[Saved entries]
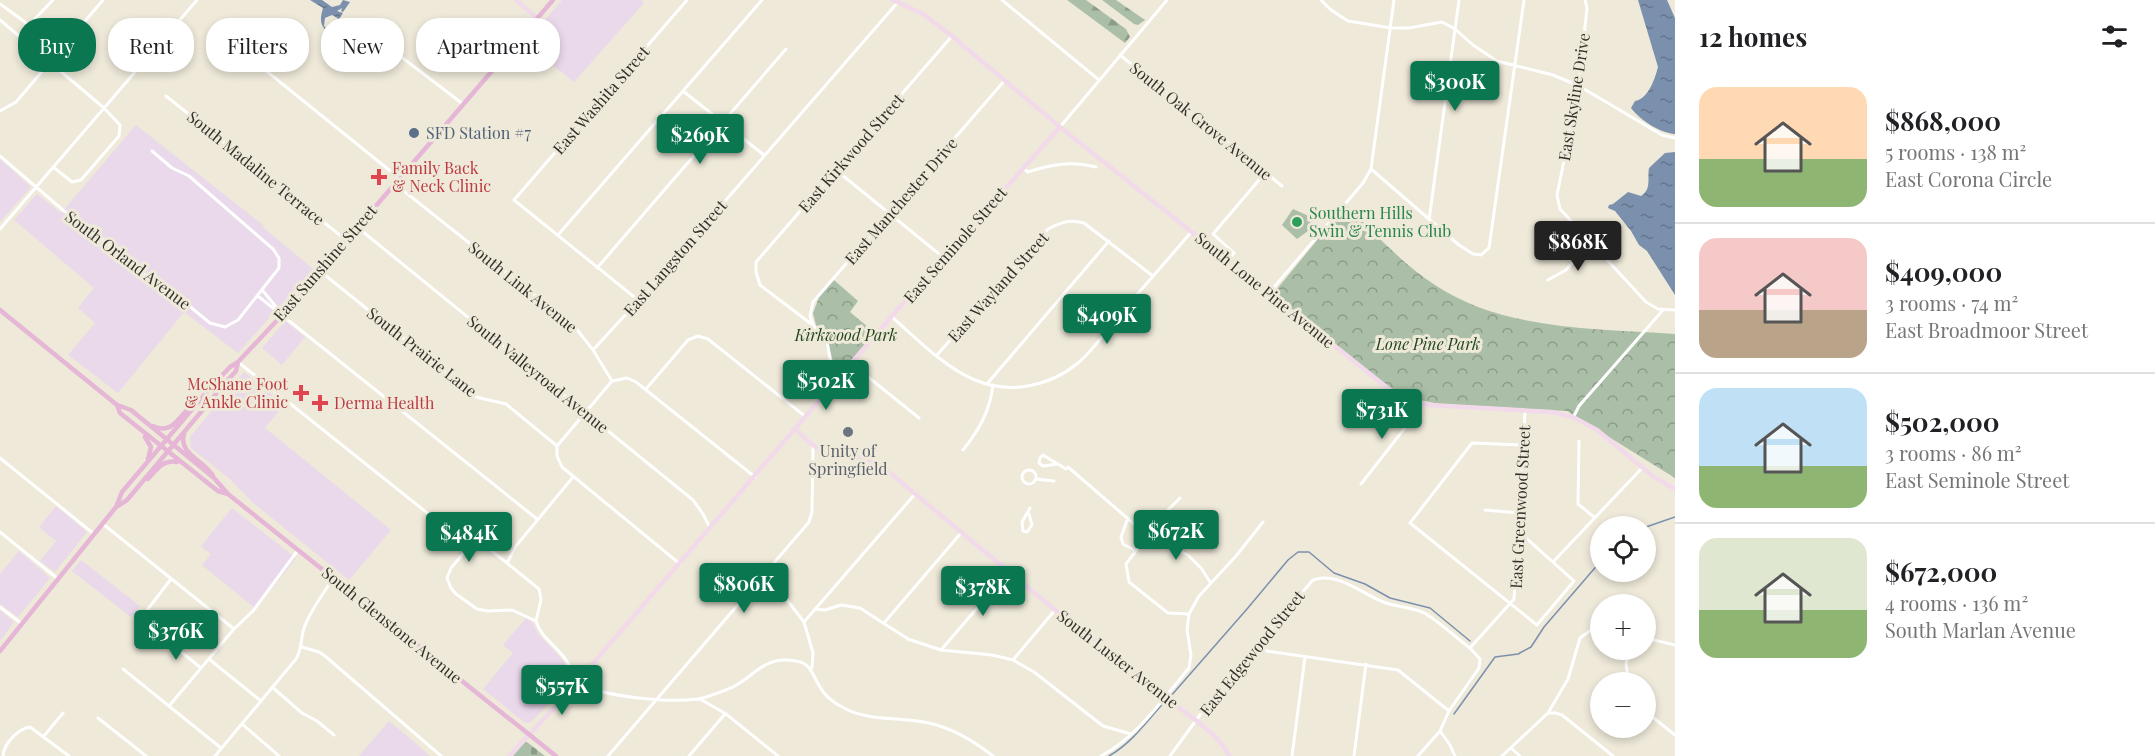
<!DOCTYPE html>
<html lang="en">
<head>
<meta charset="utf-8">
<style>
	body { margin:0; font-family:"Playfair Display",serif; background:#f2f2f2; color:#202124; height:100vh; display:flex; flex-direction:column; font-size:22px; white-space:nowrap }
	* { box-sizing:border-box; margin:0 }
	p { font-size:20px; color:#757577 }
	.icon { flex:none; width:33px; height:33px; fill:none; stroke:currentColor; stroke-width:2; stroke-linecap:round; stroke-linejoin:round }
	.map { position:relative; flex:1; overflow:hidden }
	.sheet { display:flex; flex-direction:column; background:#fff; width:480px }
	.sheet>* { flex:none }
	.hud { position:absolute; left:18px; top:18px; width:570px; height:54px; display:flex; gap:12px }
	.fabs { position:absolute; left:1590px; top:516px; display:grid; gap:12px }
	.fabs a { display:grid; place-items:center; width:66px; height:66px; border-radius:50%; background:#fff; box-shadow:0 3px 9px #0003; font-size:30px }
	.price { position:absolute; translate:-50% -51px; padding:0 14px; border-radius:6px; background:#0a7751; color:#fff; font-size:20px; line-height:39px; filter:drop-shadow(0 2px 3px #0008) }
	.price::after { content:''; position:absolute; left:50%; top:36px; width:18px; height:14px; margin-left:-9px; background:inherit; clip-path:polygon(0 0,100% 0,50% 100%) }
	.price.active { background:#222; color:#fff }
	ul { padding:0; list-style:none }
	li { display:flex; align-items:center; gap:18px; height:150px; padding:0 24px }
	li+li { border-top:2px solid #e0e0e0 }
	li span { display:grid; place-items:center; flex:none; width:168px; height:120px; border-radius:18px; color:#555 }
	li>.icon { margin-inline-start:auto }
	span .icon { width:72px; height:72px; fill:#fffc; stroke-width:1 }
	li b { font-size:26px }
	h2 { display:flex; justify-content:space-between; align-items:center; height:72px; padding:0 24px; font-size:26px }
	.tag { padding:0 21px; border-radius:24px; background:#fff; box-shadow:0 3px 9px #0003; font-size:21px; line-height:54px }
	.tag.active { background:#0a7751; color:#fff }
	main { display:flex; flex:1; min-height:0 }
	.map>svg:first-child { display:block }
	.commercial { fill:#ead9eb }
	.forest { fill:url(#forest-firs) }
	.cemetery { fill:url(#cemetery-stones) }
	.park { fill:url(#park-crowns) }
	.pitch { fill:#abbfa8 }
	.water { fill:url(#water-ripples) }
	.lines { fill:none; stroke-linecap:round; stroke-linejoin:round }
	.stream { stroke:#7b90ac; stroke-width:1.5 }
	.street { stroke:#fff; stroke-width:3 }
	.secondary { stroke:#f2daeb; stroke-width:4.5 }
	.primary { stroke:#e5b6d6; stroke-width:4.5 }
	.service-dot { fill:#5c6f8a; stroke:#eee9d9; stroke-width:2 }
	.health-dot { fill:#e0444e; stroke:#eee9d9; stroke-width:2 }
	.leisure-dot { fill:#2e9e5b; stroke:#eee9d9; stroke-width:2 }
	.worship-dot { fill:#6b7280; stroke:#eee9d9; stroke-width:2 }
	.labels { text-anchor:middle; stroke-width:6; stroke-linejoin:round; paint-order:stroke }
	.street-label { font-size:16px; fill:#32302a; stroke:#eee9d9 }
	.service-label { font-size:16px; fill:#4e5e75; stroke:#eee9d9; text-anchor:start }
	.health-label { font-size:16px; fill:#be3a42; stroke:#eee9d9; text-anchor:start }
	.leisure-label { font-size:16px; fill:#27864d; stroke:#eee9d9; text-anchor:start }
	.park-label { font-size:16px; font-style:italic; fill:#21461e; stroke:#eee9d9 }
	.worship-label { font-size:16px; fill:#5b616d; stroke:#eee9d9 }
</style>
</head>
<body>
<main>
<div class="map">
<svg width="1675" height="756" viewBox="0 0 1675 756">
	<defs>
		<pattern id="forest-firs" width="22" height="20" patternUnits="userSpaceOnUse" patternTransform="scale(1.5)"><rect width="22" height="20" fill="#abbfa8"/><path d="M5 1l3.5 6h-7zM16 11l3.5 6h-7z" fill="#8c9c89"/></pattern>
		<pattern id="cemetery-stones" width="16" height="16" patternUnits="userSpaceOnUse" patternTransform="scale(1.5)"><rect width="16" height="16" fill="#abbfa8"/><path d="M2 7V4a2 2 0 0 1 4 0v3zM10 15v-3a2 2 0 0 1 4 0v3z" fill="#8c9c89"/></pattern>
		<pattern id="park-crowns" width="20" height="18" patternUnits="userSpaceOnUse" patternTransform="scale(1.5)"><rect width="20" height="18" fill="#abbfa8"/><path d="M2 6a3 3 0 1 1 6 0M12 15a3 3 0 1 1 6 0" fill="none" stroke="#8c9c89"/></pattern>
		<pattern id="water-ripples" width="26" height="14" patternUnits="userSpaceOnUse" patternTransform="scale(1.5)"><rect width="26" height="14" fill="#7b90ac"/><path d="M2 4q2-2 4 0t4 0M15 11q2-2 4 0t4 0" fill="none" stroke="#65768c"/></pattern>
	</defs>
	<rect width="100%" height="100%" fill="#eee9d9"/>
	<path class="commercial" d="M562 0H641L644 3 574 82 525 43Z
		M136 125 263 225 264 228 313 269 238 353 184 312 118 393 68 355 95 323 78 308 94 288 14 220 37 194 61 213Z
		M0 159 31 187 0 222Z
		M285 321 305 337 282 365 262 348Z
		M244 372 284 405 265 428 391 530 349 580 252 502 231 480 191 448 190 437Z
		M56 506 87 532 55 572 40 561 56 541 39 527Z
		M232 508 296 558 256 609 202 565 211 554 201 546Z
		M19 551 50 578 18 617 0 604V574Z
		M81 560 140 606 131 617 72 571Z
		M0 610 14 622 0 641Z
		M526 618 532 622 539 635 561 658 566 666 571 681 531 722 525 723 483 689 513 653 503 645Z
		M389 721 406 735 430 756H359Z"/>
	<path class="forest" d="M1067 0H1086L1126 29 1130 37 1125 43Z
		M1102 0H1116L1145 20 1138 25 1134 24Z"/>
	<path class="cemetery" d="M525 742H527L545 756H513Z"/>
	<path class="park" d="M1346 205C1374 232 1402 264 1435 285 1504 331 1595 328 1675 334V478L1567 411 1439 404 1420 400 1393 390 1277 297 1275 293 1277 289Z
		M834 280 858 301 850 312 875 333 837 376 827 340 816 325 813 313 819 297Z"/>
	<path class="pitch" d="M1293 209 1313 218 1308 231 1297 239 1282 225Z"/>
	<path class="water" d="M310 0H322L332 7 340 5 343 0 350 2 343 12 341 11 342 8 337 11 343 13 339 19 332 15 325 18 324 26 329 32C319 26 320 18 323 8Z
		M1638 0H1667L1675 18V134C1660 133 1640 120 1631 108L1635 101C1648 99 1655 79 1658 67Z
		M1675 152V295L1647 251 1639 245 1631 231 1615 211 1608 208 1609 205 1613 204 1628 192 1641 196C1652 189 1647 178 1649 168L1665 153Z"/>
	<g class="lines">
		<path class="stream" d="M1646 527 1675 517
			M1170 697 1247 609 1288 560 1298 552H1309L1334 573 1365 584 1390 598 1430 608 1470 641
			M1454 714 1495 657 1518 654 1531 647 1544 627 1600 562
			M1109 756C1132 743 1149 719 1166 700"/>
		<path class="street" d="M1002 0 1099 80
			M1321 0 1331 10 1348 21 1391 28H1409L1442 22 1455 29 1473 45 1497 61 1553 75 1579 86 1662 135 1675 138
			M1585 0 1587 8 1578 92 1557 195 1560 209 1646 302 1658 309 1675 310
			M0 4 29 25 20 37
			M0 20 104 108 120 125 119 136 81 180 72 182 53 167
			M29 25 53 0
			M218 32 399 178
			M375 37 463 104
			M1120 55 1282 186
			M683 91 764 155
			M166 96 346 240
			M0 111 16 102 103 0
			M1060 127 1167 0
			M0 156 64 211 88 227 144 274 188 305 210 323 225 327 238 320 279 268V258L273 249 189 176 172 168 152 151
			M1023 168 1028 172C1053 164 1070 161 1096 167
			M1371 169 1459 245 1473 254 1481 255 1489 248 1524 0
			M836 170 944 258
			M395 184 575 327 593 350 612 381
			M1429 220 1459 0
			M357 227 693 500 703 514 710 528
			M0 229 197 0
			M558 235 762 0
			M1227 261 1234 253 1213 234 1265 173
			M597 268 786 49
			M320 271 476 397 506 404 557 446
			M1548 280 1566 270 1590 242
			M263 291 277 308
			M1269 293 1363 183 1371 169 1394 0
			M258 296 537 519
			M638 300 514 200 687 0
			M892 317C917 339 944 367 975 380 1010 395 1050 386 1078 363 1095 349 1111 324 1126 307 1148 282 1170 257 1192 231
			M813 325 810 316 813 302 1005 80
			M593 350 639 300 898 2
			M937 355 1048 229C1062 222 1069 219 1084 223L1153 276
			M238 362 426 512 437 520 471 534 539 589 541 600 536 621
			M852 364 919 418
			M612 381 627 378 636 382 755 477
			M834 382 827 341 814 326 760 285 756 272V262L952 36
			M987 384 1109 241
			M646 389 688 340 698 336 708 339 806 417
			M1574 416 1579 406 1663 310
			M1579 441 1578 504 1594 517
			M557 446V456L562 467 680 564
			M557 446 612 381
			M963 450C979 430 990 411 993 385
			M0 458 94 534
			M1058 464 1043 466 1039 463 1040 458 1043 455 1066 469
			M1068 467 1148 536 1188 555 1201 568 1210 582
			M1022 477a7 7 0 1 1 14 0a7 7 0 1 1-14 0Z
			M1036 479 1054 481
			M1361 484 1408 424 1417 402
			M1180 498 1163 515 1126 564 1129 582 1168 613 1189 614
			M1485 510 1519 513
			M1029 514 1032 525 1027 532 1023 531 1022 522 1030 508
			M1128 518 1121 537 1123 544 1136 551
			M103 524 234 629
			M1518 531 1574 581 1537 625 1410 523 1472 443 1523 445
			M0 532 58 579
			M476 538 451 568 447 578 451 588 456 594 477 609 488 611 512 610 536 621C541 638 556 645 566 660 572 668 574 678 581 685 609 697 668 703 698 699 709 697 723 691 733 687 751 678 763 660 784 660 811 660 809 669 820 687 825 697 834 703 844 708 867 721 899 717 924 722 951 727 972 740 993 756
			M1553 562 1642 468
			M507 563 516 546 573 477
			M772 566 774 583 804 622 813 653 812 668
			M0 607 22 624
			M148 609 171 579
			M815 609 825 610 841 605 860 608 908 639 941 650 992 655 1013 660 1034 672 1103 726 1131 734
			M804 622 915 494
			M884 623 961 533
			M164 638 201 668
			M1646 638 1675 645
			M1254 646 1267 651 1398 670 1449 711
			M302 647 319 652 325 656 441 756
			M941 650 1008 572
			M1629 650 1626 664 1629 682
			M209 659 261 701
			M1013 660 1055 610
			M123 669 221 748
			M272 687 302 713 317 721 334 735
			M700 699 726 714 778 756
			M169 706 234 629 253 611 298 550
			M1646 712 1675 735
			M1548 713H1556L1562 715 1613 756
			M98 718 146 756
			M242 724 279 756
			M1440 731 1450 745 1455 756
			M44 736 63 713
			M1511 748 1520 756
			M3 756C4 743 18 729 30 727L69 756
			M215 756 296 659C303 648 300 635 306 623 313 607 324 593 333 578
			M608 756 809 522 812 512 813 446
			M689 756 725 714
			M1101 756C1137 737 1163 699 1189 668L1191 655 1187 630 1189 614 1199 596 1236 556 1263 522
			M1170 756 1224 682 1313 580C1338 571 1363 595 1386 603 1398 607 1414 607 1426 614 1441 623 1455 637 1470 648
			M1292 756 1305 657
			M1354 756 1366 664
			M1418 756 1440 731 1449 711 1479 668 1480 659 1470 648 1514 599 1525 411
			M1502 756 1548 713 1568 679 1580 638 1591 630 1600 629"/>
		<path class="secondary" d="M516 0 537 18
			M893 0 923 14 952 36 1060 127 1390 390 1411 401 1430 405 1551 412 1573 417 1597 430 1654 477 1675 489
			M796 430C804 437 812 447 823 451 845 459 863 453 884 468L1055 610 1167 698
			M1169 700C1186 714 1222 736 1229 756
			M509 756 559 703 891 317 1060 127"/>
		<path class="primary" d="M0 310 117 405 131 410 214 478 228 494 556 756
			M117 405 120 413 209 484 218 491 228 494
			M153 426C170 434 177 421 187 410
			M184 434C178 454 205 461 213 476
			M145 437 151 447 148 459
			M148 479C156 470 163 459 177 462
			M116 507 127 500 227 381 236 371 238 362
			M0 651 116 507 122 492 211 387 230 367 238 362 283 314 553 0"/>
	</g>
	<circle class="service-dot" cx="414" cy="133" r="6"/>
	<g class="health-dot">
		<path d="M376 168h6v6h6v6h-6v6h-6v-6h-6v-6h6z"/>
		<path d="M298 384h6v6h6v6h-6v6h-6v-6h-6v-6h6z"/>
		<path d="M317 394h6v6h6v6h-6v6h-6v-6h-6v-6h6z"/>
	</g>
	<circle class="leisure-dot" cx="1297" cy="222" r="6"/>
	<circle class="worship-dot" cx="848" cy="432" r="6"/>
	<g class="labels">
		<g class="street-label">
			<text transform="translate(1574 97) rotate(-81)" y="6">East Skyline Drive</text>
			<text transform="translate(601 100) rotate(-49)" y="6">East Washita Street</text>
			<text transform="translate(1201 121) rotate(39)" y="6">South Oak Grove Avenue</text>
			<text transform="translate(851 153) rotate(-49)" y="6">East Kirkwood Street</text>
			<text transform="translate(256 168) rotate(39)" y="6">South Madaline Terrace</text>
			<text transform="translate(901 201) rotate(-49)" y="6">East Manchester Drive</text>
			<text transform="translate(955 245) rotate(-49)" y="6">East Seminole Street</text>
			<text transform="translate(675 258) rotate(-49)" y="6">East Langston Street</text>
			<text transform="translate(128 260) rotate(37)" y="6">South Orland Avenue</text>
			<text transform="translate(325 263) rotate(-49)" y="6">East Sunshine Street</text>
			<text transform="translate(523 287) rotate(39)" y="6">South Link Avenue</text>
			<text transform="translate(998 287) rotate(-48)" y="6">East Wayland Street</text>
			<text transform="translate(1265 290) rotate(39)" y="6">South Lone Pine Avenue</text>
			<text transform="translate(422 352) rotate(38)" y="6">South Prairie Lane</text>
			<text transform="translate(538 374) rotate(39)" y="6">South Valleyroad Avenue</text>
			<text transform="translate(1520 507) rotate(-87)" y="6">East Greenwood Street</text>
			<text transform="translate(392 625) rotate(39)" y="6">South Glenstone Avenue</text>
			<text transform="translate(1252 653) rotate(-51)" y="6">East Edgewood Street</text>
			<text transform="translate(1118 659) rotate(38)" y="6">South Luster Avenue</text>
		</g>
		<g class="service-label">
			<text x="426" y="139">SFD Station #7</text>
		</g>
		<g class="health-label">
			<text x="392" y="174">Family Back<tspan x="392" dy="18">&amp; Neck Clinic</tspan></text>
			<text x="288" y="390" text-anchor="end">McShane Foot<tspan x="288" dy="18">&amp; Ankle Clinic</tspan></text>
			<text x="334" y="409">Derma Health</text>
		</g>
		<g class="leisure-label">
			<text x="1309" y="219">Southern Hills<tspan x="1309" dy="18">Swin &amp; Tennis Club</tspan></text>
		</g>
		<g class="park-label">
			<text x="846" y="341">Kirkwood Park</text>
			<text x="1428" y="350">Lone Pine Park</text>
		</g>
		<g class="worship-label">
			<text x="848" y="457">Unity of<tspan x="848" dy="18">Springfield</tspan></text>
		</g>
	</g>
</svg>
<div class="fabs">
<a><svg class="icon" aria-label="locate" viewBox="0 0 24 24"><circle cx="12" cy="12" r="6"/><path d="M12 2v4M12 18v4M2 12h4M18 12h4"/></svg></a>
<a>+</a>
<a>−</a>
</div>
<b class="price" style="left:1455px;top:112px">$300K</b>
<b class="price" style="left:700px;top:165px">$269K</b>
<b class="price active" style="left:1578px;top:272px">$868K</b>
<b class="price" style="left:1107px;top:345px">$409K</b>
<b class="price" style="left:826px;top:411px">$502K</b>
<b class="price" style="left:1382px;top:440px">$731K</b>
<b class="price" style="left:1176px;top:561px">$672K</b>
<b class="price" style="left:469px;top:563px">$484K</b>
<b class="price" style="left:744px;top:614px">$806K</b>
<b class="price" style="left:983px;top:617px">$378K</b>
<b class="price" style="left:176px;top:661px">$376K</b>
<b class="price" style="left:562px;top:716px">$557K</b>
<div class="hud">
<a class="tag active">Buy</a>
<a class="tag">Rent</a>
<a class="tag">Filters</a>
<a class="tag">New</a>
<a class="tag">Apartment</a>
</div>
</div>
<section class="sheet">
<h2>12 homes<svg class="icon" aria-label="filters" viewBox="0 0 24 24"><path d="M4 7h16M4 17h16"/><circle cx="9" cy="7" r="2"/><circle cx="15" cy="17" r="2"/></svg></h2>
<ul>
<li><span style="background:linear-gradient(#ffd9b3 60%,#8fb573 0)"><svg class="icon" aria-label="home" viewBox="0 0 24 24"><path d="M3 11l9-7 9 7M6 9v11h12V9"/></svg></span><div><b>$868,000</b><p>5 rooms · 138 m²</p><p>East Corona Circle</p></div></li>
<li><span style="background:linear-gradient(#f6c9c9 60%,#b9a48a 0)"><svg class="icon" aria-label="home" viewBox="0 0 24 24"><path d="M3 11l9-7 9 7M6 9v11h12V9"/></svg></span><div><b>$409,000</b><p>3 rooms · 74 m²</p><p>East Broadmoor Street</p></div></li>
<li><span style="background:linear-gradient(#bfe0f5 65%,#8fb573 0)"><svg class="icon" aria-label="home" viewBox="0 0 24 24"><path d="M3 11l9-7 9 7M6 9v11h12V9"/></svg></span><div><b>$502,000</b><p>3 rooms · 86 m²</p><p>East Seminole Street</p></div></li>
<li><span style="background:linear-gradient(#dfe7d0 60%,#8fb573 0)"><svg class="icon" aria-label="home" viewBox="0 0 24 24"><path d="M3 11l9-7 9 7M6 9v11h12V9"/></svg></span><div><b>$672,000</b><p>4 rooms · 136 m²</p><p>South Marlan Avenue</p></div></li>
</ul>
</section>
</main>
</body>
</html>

* Directions for this task: Look through the entries above, and wherever a line holds the string "lines", copy it.

* Worked solution:
	.lines { fill:none; stroke-linecap:round; stroke-linejoin:round }
	<g class="lines">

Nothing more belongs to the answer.